*Dataset records:*

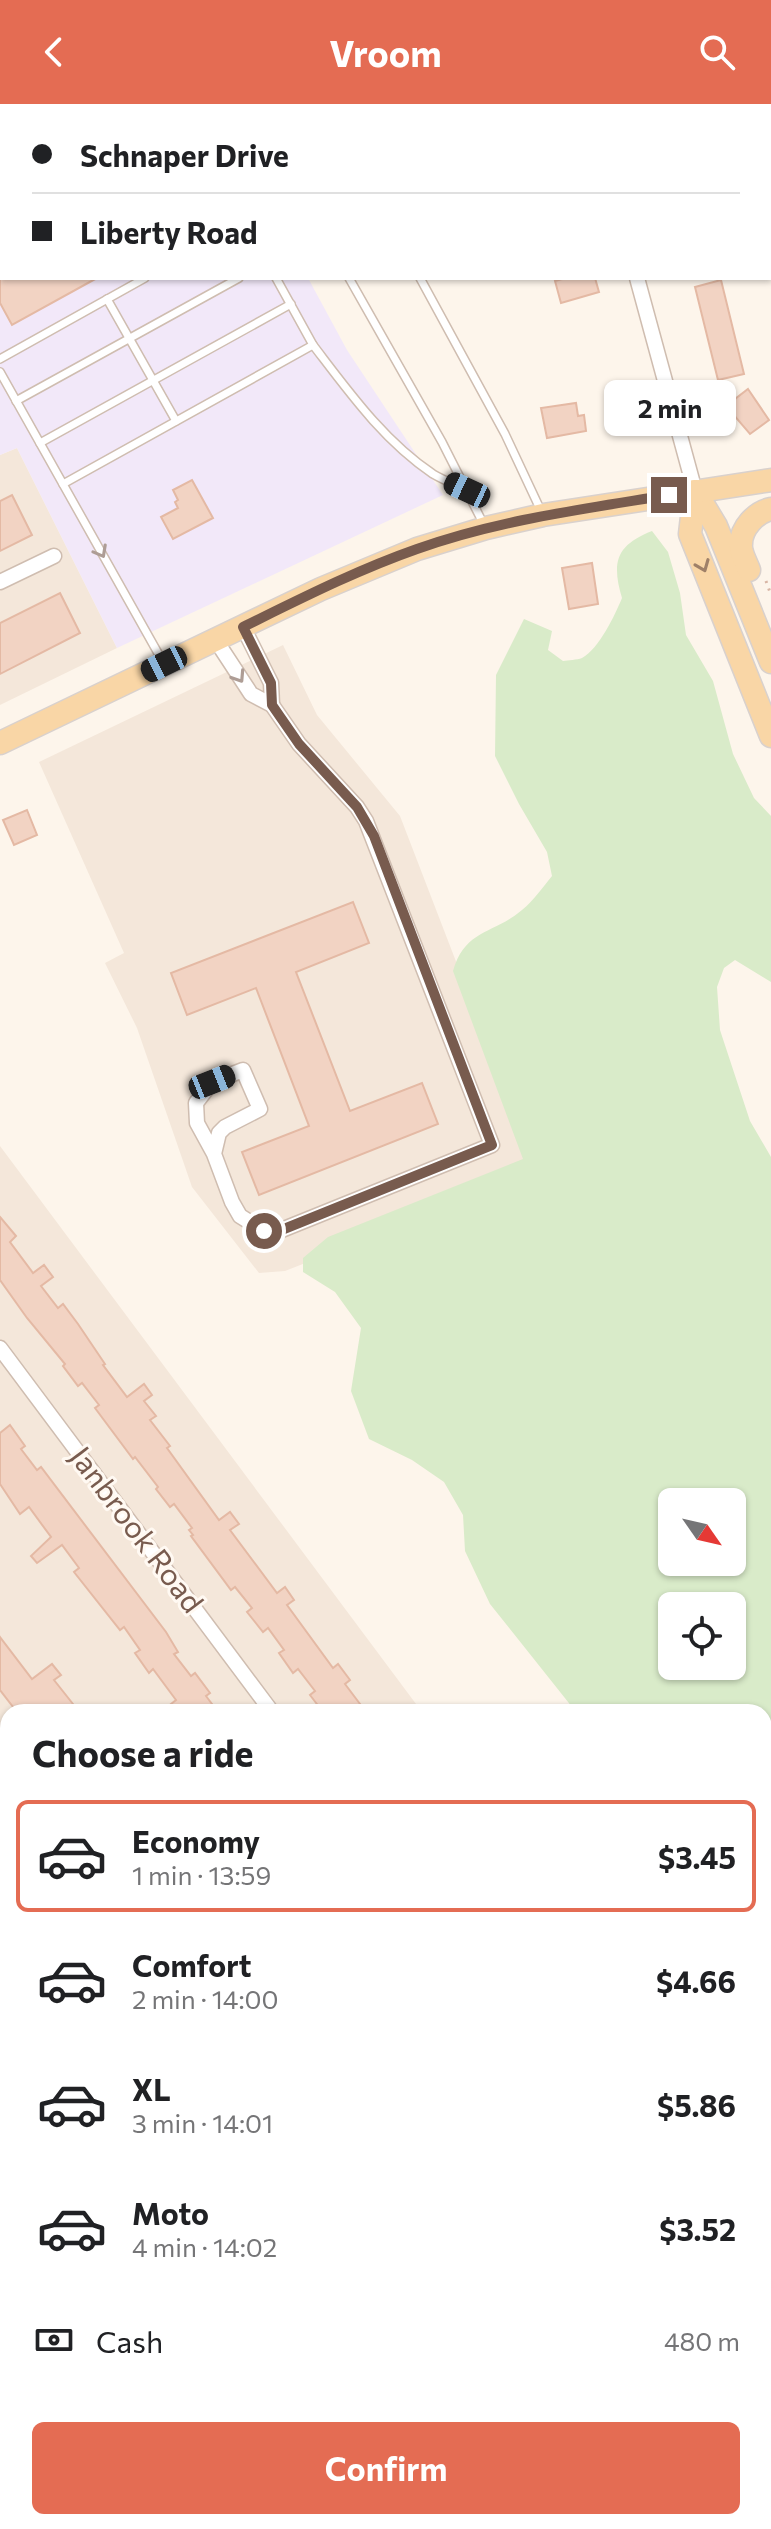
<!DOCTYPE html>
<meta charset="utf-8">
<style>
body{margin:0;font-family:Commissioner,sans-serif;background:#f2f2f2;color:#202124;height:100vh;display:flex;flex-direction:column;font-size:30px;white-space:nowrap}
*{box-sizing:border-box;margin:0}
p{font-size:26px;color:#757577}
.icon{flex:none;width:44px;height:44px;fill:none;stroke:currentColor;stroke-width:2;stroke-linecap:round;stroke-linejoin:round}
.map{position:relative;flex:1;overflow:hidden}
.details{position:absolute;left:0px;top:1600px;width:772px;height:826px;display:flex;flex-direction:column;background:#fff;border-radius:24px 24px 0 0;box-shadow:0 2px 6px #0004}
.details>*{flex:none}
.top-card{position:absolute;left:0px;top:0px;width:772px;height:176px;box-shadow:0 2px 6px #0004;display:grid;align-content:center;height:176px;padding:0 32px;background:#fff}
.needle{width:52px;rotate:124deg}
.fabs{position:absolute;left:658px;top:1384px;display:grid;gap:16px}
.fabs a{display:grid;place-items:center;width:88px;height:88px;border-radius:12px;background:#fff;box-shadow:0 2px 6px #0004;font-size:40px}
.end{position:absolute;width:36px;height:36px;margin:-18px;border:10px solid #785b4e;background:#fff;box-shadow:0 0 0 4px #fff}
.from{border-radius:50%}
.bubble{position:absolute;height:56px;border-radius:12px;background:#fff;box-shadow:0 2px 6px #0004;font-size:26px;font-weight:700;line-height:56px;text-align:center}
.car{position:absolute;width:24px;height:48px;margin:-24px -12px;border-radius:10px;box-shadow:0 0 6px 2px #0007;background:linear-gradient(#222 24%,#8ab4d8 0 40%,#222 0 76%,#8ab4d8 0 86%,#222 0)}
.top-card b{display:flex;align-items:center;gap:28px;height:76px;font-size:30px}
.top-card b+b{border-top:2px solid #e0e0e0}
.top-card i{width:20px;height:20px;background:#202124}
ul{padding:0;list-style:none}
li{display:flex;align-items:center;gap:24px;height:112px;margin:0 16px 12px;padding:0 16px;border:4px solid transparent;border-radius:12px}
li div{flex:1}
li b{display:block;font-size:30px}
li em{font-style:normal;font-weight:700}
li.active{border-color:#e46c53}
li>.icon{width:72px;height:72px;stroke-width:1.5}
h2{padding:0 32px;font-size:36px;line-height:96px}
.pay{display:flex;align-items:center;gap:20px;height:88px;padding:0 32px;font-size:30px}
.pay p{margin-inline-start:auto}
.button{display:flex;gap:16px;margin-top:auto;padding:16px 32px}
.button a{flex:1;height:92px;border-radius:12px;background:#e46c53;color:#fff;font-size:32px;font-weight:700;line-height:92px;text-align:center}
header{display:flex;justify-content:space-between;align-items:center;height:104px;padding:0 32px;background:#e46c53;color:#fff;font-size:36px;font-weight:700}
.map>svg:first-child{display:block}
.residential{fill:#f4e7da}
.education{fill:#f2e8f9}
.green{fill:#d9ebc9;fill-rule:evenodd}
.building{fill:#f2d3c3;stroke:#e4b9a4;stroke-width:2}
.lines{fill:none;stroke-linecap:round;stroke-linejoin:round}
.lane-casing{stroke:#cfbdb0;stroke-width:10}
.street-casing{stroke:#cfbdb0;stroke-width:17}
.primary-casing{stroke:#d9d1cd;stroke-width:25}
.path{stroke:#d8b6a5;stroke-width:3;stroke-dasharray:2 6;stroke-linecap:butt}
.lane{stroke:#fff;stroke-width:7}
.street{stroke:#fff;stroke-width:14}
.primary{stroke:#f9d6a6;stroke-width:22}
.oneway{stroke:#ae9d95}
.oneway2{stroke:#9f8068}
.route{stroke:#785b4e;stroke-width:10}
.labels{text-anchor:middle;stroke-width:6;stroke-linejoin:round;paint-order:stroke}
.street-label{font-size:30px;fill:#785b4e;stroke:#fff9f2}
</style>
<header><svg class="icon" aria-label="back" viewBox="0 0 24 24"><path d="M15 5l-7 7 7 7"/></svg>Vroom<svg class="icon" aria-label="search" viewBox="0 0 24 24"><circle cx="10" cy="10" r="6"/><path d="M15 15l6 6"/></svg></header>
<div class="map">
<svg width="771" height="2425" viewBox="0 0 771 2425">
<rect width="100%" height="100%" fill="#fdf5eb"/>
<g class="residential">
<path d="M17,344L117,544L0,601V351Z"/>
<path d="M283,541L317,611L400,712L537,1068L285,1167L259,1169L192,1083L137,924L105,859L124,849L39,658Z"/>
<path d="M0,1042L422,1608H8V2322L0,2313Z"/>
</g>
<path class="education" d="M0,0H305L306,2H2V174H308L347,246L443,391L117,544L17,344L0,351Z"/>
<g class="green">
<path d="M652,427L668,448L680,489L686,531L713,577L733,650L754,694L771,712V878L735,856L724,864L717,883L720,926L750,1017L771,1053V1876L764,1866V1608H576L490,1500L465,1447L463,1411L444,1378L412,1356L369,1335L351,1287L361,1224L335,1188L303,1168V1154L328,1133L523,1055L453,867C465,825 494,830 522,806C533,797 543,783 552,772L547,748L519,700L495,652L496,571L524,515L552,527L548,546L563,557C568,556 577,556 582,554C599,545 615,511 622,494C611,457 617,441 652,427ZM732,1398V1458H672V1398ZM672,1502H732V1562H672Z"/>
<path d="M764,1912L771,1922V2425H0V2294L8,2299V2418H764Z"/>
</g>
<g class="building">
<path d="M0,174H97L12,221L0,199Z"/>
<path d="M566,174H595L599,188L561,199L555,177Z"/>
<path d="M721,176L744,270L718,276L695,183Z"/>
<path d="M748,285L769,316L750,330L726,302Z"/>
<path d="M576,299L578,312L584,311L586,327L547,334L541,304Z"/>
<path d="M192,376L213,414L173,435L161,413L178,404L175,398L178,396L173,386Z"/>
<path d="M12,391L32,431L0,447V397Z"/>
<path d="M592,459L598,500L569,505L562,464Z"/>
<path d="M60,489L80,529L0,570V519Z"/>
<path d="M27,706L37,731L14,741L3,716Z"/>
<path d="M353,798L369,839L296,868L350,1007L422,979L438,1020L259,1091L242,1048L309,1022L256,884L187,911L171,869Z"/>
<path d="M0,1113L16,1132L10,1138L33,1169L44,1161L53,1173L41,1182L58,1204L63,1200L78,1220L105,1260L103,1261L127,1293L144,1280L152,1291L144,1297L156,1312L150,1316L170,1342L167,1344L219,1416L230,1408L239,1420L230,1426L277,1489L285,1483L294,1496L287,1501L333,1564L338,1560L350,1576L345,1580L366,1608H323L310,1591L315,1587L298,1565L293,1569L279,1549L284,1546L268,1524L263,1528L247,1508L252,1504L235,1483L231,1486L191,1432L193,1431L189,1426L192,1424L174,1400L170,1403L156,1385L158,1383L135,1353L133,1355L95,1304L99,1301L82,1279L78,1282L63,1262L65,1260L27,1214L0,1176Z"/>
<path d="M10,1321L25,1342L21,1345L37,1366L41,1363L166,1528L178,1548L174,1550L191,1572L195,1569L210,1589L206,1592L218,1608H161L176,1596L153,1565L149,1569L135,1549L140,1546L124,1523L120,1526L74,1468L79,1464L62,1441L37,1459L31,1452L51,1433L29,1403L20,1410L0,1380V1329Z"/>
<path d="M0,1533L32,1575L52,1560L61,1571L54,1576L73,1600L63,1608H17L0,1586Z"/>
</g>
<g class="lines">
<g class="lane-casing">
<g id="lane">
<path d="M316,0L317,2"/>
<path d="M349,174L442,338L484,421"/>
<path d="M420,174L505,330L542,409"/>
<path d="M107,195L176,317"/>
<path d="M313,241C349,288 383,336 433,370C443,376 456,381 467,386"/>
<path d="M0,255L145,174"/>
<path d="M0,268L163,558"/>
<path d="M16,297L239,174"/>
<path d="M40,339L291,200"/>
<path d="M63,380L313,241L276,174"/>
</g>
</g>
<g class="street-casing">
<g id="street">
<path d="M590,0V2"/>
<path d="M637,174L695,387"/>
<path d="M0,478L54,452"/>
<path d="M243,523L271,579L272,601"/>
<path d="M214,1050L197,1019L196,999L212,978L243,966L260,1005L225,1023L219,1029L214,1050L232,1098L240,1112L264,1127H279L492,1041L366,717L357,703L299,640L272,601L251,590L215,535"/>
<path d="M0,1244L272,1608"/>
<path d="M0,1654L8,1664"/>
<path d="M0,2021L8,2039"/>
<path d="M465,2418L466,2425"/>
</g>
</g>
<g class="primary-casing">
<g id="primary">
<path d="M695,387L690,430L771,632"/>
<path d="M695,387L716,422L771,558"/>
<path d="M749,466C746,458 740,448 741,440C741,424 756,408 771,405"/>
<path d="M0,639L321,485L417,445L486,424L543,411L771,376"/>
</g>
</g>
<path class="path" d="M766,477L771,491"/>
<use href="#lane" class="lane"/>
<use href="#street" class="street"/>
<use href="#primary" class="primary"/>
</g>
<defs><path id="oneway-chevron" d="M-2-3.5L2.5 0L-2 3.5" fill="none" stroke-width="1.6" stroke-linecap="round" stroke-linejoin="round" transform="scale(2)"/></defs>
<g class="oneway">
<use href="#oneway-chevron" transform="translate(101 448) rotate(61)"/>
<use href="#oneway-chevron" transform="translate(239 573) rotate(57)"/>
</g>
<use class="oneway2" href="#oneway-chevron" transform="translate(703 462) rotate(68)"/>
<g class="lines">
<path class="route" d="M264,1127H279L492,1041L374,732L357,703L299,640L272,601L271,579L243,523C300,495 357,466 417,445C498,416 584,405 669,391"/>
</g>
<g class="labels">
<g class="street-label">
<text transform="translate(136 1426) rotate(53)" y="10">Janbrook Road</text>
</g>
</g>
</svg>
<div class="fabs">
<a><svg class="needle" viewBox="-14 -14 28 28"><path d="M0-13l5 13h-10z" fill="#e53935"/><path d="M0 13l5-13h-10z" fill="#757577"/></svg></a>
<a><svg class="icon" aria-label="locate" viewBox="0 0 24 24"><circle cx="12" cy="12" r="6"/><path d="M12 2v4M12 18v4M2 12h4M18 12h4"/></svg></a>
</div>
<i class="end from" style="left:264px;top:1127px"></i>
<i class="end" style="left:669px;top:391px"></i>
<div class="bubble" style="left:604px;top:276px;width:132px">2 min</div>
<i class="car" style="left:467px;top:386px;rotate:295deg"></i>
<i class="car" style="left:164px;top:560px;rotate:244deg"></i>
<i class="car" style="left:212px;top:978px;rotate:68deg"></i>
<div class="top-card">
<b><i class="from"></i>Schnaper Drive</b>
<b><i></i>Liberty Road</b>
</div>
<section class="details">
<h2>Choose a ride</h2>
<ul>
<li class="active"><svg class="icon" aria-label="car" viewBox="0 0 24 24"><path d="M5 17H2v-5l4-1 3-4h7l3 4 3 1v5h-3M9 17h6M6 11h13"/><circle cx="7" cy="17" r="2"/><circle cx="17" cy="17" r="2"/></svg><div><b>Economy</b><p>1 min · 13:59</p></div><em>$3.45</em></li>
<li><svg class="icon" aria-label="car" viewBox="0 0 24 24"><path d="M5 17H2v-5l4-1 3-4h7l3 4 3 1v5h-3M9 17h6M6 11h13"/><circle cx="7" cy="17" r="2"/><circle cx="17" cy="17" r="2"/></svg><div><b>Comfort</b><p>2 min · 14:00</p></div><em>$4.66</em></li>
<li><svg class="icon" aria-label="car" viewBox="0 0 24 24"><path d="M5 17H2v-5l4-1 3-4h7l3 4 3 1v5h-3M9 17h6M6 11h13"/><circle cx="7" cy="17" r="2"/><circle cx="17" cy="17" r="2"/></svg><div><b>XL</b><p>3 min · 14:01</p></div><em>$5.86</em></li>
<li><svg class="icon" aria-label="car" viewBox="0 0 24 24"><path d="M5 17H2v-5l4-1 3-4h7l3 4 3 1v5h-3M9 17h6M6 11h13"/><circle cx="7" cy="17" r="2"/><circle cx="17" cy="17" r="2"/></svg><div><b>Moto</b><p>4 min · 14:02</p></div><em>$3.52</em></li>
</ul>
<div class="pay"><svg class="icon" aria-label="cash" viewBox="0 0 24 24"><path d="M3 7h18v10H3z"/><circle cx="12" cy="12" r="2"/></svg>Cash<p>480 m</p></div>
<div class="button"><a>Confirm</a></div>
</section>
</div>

*Exercise objective:*
Bring together each line above where the string "fabs" turns up.

*Response box:*
.fabs{position:absolute;left:658px;top:1384px;display:grid;gap:16px}
.fabs a{display:grid;place-items:center;width:88px;height:88px;border-radius:12px;background:#fff;box-shadow:0 2px 6px #0004;font-size:40px}
<div class="fabs">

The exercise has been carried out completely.